We are therefore far from the simplistic image that opposes a visible / sensible world in perpetual becoming, not object of knowledge but only of opinion, to an intelligible world of pure ideas escaping becoming, which would be the only object of knowledge and of which the visible "world" would be only a pale "image". It is within the intelligible realm, that is to say, outside the cave, that the distinction between what is subject to becoming and what is not and the thought process that allows the intelligibility of both is made by intelligence. And the question of whether the sensible "world" is an "image" of an intelligible "world" can no longer be posed in these terms.
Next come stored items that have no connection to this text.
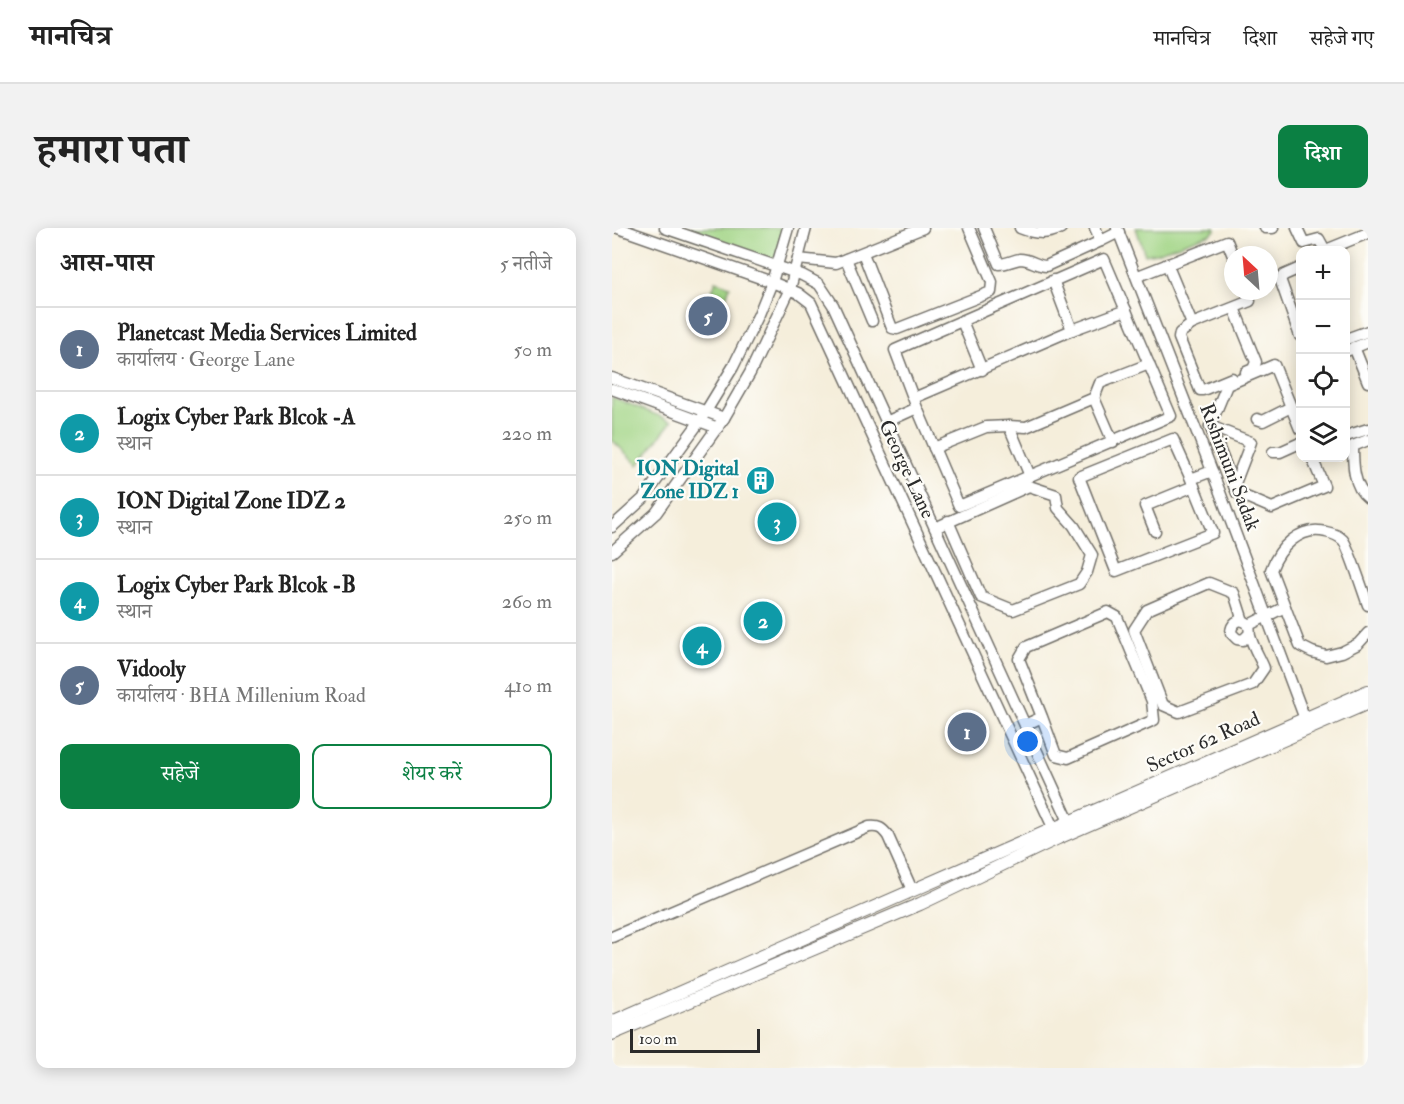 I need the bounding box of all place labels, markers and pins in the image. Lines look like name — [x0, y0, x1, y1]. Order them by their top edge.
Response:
pin: 5 — [688, 294, 728, 338]
place label: ION Digital Zone IDZ 1 — [637, 456, 740, 504]
building icon: ION Digital Zone IDZ 1 — [744, 464, 776, 496]
pin: 3 — [758, 500, 796, 544]
pin: 2 — [744, 598, 782, 644]
pin: 4 — [682, 624, 722, 668]
pin: 1 — [948, 710, 986, 754] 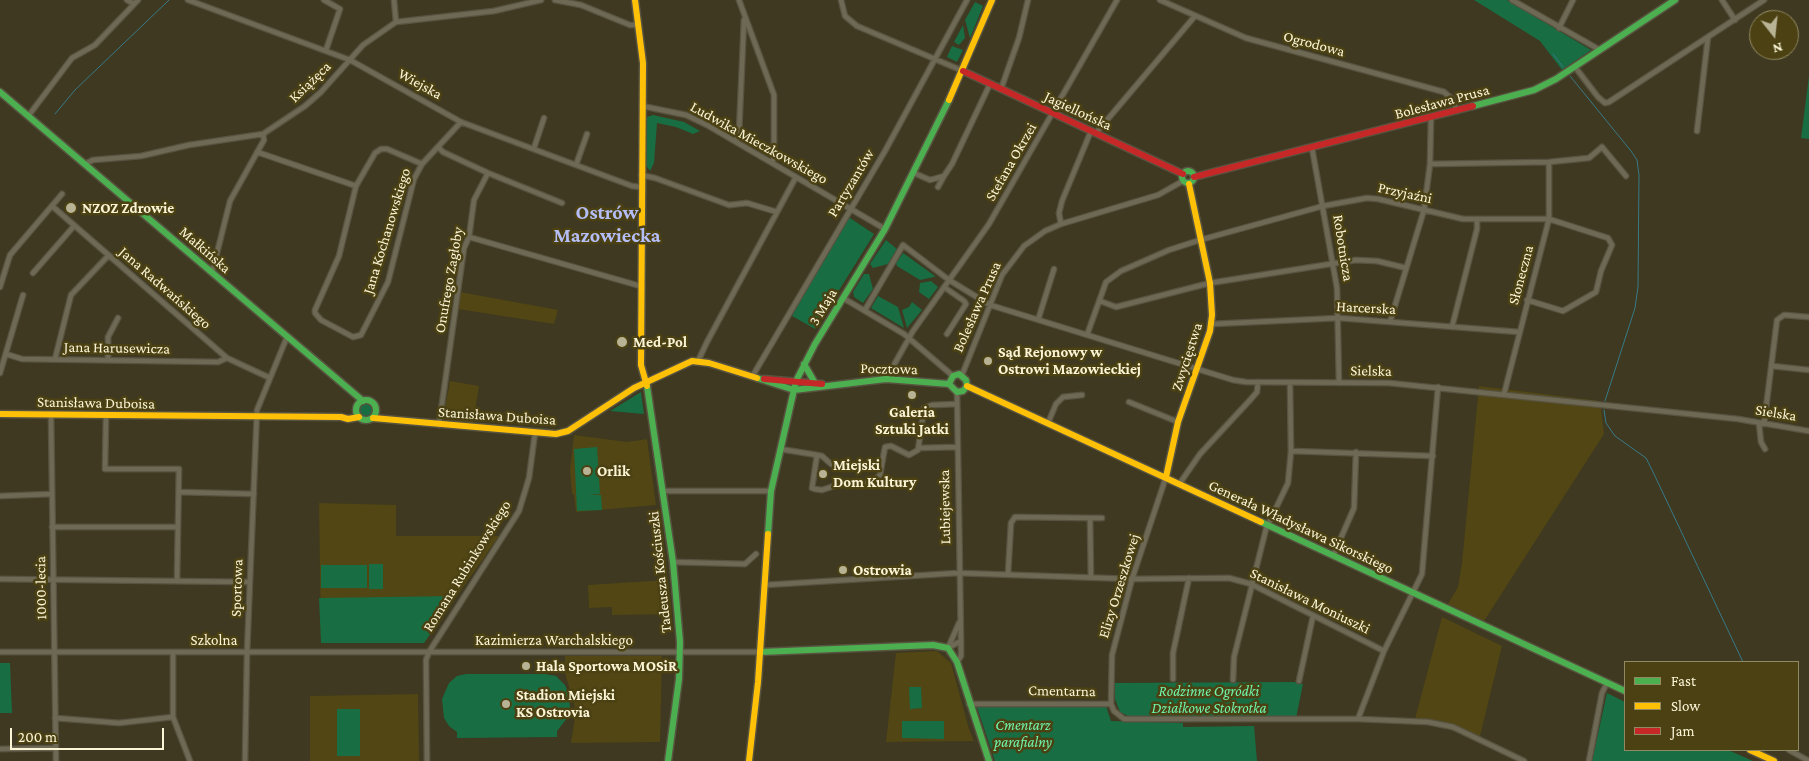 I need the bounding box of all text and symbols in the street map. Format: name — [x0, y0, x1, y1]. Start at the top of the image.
north arrow — [1749, 10, 1799, 60]
street label: Ogrodowa — [1281, 27, 1347, 61]
text: N — [1771, 39, 1785, 57]
street label: Książęca — [285, 58, 335, 106]
street label: Wiejska — [395, 65, 445, 103]
street label: Bolesława Prusa — [1393, 81, 1491, 123]
street label: Jagiellońska — [1041, 88, 1115, 134]
street label: Ludwika Mieczkowskiego — [687, 98, 831, 188]
street label: Stefana Okrzei — [981, 120, 1041, 204]
street label: Partyzantów — [824, 146, 878, 220]
street label: Jana Kochanowskiego — [359, 166, 415, 296]
street label: Przyjaźni — [1376, 178, 1434, 208]
place label: NZOZ Zdrowie — [82, 199, 174, 217]
marker: NZOZ Zdrowie — [64, 201, 78, 215]
district label: Ostrów Mazowiecka — [553, 201, 661, 248]
street label: Robotnicza — [1329, 213, 1357, 283]
street label: Małkińska — [176, 223, 234, 277]
street label: Onufrego Zagłoby — [431, 226, 467, 334]
street label: Jana Radwańskiego — [115, 243, 215, 333]
street label: Słoneczna — [1504, 243, 1538, 307]
street label: Bolesława Prusa — [949, 259, 1005, 355]
street label: 3 Maja — [805, 285, 841, 329]
street label: Harcerska — [1336, 297, 1396, 319]
street label: Zwycięstwa — [1167, 321, 1207, 393]
place label: Med-Pol — [633, 333, 687, 351]
marker: Med-Pol — [615, 335, 629, 349]
street label: Jana Harusewicza — [64, 338, 170, 358]
place label: Sąd Rejonowy w Ostrowi Mazowieckiej — [998, 343, 1141, 378]
marker: Sąd Rejonowy w Ostrowi Mazowieckiej — [982, 355, 994, 367]
street label: Pocztowa — [860, 360, 918, 378]
street label: Sielska — [1350, 362, 1392, 380]
marker: Galeria Sztuki Jatki — [906, 389, 918, 401]
street label: Stanisława Duboisa — [37, 393, 155, 413]
street label: Sielska — [1754, 401, 1798, 425]
street label: Stanisława Duboisa — [437, 403, 557, 429]
place label: Galeria Sztuki Jatki — [875, 403, 949, 438]
place label: Miejski Dom Kultury — [833, 456, 916, 491]
place label: Orlik — [597, 462, 630, 480]
marker: Orlik — [581, 465, 593, 477]
marker: Miejski Dom Kultury — [817, 468, 829, 480]
street label: Lubiejewska — [935, 470, 955, 544]
street label: Generała Władysława Sikorskiego — [1206, 476, 1396, 578]
street label: Romana Rubinkowskiego — [419, 497, 515, 635]
street label: Tadeusza Kościuszki — [645, 510, 675, 634]
street label: Elizy Orzeszkowej — [1095, 532, 1143, 640]
street label: 1000-lecia — [31, 556, 51, 620]
street label: Sportowa — [227, 559, 247, 617]
place label: Ostrowia — [853, 561, 912, 579]
marker: Ostrowia — [837, 564, 849, 576]
street label: Stanisława Moniuszki — [1247, 564, 1373, 638]
street label: Szkolna — [191, 631, 237, 649]
street label: Kazimierza Warchalskiego — [475, 631, 633, 649]
place label: Hala Sportowa MOSiR — [536, 657, 677, 675]
marker: Hala Sportowa MOSiR — [520, 660, 532, 672]
legend — [1624, 661, 1799, 751]
text: Fast — [1671, 673, 1696, 689]
street label: Cmentarna — [1028, 681, 1096, 701]
park label: Rodzinne Ogródki Działkowe Stokrotka — [1151, 682, 1267, 717]
place label: Stadion Miejski KS Ostrovia — [516, 686, 615, 721]
marker: Stadion Miejski KS Ostrovia — [500, 698, 512, 710]
text: Slow — [1671, 698, 1700, 714]
park label: Cmentarz parafialny — [994, 716, 1052, 751]
scale bar — [12, 718, 166, 750]
text: Jam — [1671, 723, 1694, 739]
text: 200 m — [18, 729, 57, 745]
To put it in the imagery of the allegory of the cave, do we mean that the statues of men (andriantai) that represent human bodies in the allegory are "images" of the moon or the star that represents in the heaven of the allegory the "idea of Man" (as suggested by the "simplistic" understanding conveyed by the supposed "theory of ideas"), or that they are each the "image" of the bearer / soul that animates it, represented in the allegory by the anthrôpos hidden by the wall that carries it, invisible in the cave and which becomes "visible", i.e., intelligible, only outside the cave, or that it is these human souls, only "visible" outside the cave, that is to say, in the intelligible, who are an "image" of the moon or the star which represents in the heaven of the allegory the "idea of Man", in which case the relationship between image and original, if there is one, is no longer between the visible and the intelligible, but within the intelligible itself?...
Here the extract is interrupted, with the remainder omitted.